### INFORMATION GIVEN
_ _ _
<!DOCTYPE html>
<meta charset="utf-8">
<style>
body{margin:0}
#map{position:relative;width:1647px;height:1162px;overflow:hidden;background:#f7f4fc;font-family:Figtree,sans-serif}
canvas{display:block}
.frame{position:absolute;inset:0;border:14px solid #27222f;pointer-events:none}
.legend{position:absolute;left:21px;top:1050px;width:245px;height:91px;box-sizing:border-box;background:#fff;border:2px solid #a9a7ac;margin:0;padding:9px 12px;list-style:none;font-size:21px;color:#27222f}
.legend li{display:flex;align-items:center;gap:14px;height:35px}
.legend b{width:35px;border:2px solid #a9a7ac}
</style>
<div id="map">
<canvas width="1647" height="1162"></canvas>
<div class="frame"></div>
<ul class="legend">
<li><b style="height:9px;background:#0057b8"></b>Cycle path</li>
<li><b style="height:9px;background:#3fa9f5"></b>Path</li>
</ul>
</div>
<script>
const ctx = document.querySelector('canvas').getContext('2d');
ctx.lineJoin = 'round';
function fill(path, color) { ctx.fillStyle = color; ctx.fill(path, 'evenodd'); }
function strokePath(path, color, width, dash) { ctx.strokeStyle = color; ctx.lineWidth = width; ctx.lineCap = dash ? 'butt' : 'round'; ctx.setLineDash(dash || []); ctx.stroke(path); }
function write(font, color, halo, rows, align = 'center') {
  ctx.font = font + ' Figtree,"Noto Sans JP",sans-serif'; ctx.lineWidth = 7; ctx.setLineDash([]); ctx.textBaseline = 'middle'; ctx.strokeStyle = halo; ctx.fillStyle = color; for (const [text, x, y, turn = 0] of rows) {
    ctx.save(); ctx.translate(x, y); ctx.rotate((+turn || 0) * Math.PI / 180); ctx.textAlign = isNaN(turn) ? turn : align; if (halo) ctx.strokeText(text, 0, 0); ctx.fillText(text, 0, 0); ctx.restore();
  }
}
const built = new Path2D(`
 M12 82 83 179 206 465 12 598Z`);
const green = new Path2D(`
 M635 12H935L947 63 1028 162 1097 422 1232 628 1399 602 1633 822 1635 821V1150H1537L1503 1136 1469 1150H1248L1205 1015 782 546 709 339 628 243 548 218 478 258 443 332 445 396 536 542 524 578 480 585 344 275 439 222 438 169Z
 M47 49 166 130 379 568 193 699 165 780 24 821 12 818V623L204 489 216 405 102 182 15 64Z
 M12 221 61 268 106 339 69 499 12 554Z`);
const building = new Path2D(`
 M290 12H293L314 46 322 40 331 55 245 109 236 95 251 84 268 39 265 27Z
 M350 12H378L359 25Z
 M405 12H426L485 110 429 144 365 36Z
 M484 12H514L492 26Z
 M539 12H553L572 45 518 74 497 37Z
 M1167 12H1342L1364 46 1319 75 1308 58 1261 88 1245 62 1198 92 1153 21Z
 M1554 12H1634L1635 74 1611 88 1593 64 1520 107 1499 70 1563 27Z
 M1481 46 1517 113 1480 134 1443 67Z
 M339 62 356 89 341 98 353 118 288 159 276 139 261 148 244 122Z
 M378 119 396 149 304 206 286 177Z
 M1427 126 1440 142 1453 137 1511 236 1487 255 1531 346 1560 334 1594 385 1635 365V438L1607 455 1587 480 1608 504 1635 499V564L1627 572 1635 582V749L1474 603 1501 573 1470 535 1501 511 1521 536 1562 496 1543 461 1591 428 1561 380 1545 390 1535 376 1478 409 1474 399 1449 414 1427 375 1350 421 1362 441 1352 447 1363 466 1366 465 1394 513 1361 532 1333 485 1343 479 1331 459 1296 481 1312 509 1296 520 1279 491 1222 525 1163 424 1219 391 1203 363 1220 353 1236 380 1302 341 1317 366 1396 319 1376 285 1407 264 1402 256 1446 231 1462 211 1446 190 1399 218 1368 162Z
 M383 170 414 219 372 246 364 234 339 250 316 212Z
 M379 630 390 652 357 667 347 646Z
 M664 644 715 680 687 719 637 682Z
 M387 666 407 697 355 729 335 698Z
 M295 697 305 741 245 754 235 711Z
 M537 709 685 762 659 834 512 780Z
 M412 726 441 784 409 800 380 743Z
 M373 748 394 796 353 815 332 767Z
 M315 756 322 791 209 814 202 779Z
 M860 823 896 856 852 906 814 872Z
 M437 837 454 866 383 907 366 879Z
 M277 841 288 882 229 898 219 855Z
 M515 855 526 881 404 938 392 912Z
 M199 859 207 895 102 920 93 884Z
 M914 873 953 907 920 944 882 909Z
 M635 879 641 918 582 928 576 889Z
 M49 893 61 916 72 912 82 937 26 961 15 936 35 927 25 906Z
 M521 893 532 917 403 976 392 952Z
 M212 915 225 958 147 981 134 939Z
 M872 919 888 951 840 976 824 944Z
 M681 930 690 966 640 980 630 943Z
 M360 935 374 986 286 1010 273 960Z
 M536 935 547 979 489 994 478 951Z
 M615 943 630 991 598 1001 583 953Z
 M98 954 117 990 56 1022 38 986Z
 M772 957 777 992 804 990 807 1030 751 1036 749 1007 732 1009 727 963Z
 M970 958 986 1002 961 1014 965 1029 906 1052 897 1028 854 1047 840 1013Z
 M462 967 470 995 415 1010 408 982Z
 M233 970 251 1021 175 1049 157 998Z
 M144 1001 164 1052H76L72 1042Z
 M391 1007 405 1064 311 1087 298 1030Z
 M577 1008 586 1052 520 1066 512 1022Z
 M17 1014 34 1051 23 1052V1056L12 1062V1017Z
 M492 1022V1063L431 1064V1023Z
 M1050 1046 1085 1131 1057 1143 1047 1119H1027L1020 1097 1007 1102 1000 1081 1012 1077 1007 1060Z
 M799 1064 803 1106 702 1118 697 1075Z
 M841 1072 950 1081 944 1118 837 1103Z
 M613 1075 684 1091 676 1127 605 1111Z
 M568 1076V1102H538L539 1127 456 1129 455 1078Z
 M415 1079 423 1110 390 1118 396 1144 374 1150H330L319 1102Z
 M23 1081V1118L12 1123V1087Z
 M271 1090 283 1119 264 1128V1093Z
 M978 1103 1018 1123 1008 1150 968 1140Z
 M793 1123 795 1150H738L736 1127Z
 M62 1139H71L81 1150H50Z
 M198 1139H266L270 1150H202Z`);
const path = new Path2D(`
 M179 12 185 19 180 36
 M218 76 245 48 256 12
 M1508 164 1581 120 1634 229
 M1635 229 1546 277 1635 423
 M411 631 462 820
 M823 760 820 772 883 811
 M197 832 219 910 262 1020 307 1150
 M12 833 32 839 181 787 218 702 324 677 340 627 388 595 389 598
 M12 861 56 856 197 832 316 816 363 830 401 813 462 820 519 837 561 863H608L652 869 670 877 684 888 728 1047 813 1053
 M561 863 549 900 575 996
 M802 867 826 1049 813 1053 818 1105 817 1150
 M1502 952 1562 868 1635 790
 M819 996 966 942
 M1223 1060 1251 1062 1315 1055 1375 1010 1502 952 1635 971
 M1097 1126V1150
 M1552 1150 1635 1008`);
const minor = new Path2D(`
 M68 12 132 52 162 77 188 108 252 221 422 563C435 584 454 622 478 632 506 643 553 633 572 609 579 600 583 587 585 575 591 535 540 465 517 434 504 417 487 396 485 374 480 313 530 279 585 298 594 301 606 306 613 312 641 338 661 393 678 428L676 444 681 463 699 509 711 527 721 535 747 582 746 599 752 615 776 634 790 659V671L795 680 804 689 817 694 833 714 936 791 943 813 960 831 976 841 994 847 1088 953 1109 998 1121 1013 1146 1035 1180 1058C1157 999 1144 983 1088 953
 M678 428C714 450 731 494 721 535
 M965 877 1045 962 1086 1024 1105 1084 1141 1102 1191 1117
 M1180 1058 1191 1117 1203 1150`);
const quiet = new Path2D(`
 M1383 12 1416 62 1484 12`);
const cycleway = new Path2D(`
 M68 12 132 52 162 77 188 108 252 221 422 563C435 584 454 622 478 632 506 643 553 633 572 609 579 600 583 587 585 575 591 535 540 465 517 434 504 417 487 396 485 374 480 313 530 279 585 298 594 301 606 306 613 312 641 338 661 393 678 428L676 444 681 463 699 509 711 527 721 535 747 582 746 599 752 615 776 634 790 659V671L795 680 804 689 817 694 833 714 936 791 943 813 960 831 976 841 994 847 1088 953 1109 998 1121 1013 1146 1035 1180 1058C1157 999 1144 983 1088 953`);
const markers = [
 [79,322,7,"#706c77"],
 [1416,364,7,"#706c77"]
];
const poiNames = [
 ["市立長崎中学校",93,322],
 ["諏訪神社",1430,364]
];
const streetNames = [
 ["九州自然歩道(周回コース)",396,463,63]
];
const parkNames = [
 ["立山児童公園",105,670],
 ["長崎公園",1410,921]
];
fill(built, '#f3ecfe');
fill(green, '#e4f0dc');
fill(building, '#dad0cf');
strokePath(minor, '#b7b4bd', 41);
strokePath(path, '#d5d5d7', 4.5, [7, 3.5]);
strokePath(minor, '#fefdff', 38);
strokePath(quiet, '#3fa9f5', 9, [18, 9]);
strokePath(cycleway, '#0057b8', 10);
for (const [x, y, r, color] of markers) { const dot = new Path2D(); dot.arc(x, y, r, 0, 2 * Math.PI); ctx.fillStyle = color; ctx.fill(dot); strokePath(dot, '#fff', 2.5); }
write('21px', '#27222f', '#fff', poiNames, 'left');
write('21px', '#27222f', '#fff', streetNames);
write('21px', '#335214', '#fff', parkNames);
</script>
_ _ _
### YOUR ASSIGNMENT
Look through the records and gather each line with the word "align".

### RESULT OF THE TASK
.legend li{display:flex;align-items:center;gap:14px;height:35px}
function write(font, color, halo, rows, align = 'center') {
    ctx.save(); ctx.translate(x, y); ctx.rotate((+turn || 0) * Math.PI / 180); ctx.textAlign = isNaN(turn) ? turn : align; if (halo) ctx.strokeText(text, 0, 0); ctx.fillText(text, 0, 0); ctx.restore();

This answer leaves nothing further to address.